Passons au troisième tableau. De la même façon, nous vivions toujoursla Parole, pleines de gratitude envers Dieu, profondément reconnaissantes, naturellement, et nous vivions comme je vous l’ai dit précédemment. Encore une nouvelle communion. Nous nous sommes dit  : nous venons de voir le Père, nous avons vu le Verbe, nous allons certainement voir l’Esprit Saint. Et je le disais un peu par provocation, car ce qui se passait n’avait rien à voir avec un raisonnement humain, avec ce que je prévoyais  : c’est Dieu qui agissait.

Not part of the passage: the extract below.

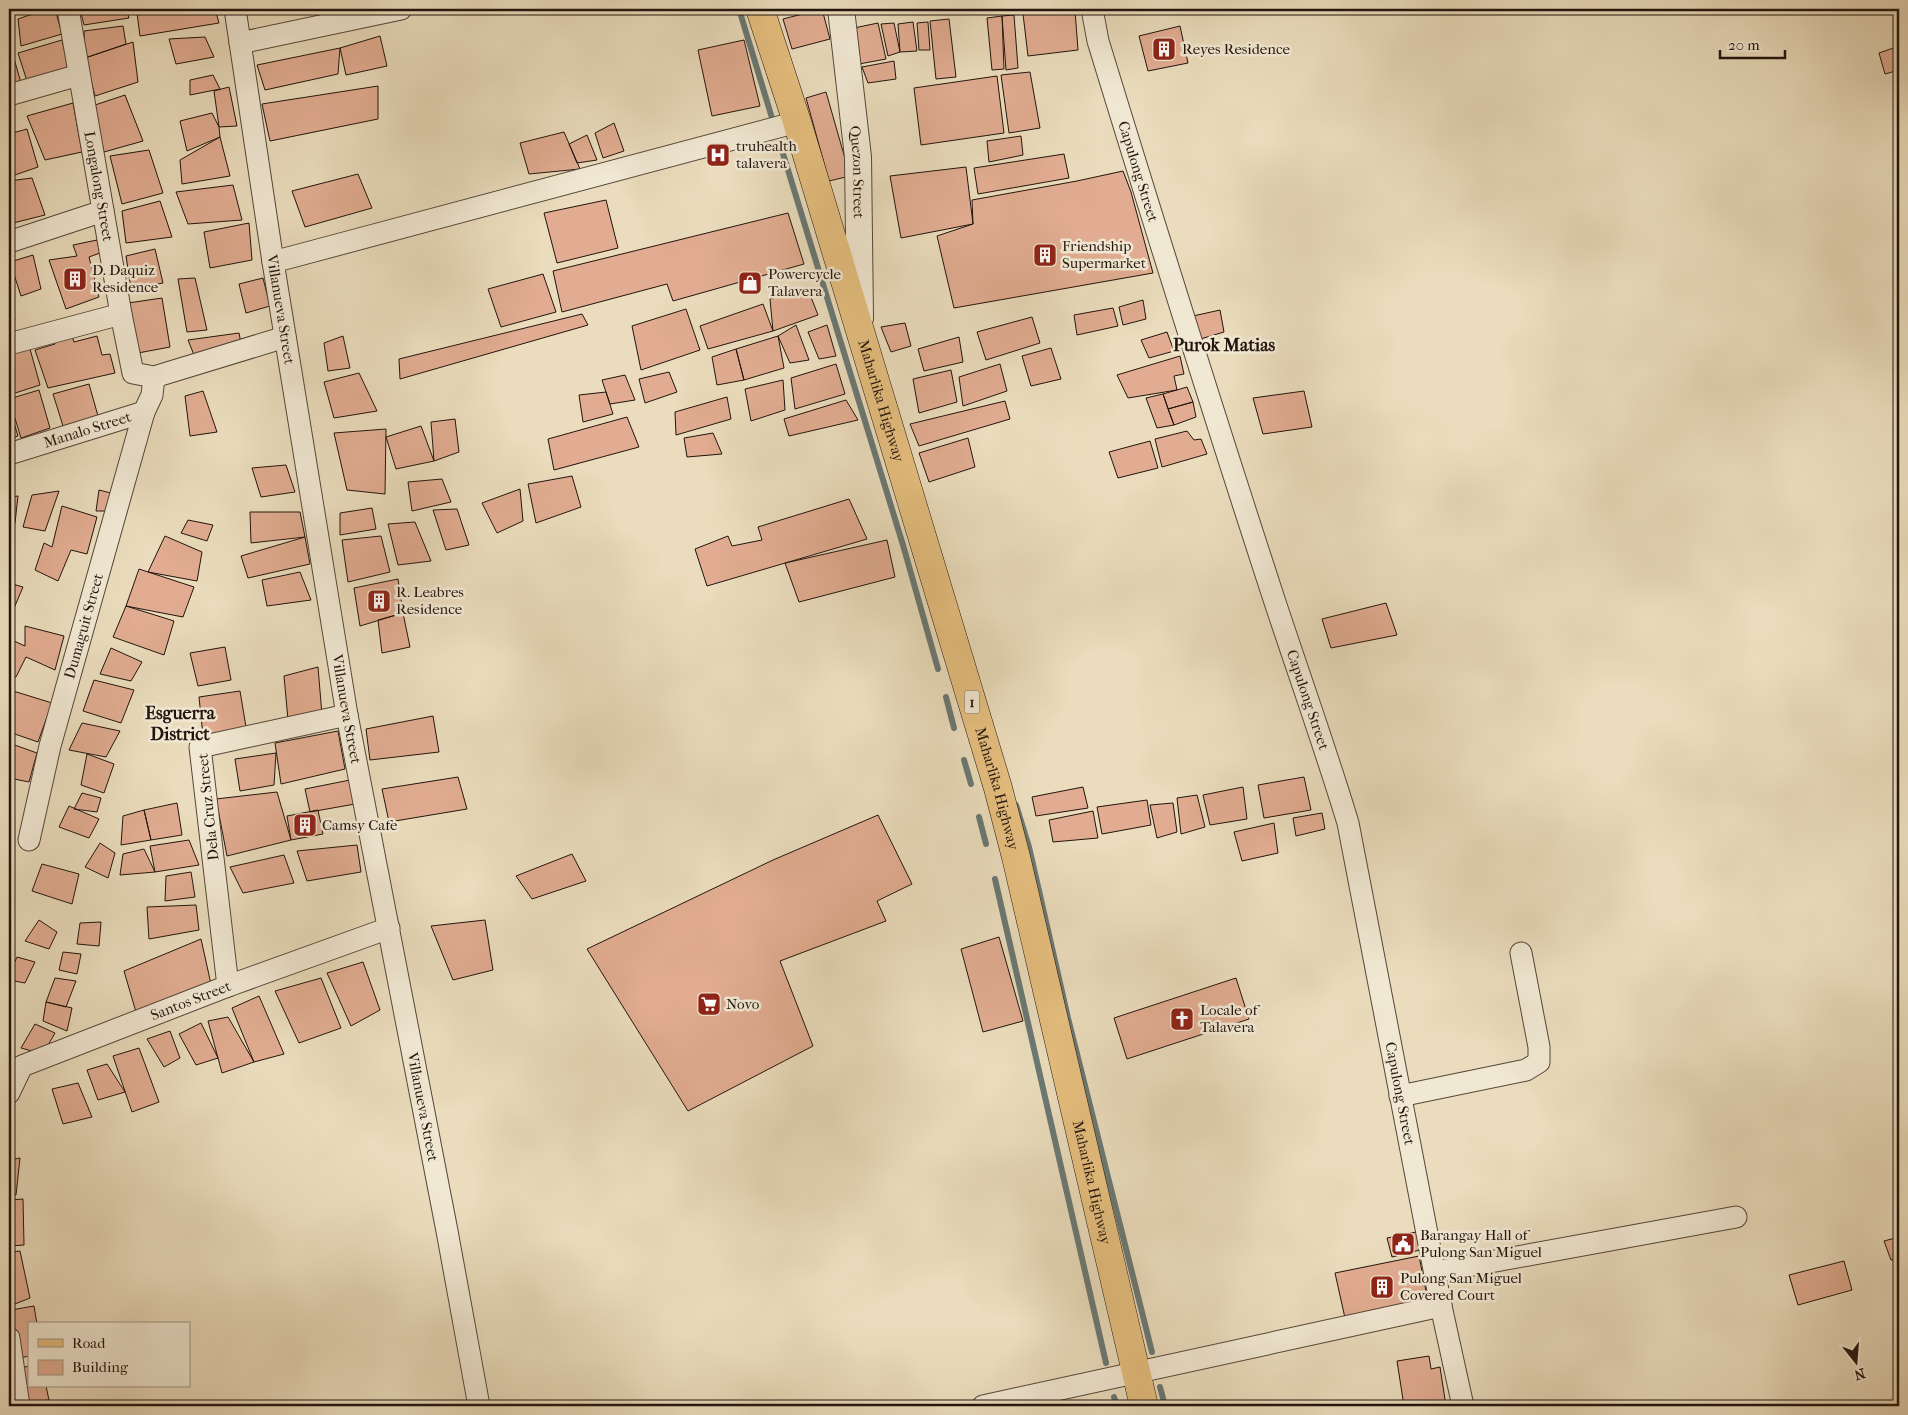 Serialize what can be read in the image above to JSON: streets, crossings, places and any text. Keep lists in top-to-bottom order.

            Nous entrons donc à l’église et, au cours de notre méditation, Jésus, au Paradis avec nous, nous présente non pas l’Esprit Saint, mais sa mère. Nous avons alors compris que l’Esprit Saint laissait la place à Marie dans cette vision des choses. Pourquoi  ? Parce qu’il est amour et l’amour laisse la place aux autres, il fait passer les autres devant. Je ne vous dis pas comment nous avons vu Marie, parce qu’il faudrait des heures d’explications  : elle est belle, très belle  ! Elle est grande  ! Elle s’est faite néant – «  Voici la servante du Seigneur  » veut dire  : Voici l’esclave du Seigneur – et Dieu l’a faite immense  ! C’est vrai, quand Jésus dit au Père  : «  Aime-les – les miens – comme tu m’as aimé   !  », en Marie on le voit, je l’ai vue, elle est immensément grande  ! Elle est aussi élevée que le ciel, mais elle a les pieds sur la terre parce qu’elle est créature. Elle est très belle  ! Surtout, je l’ai vue toute emplie uniquement de Paroles de Dieu, revêtue… – revêtue veut dire  : toute entière – de la Parole, Parole de Dieu. Et cela se comprend parce que, si vous chantez le Magnificat  : «  Mon âme exalte le Seigneur, et mon Esprit exulte en Dieu mon Sauveur  », ce sont toutes des phrases de l’Écriture. Marie, pour se dire, pour parler d’elle-même et aussi des autres, et même de Dieu, a recueilli de l’Écriture, de l’Ancien Testament, ces phrases et elle en a fait le cantique du Magnificat. Ce que nous avons vu est donc vrai  : elle est toute Parole de Dieu.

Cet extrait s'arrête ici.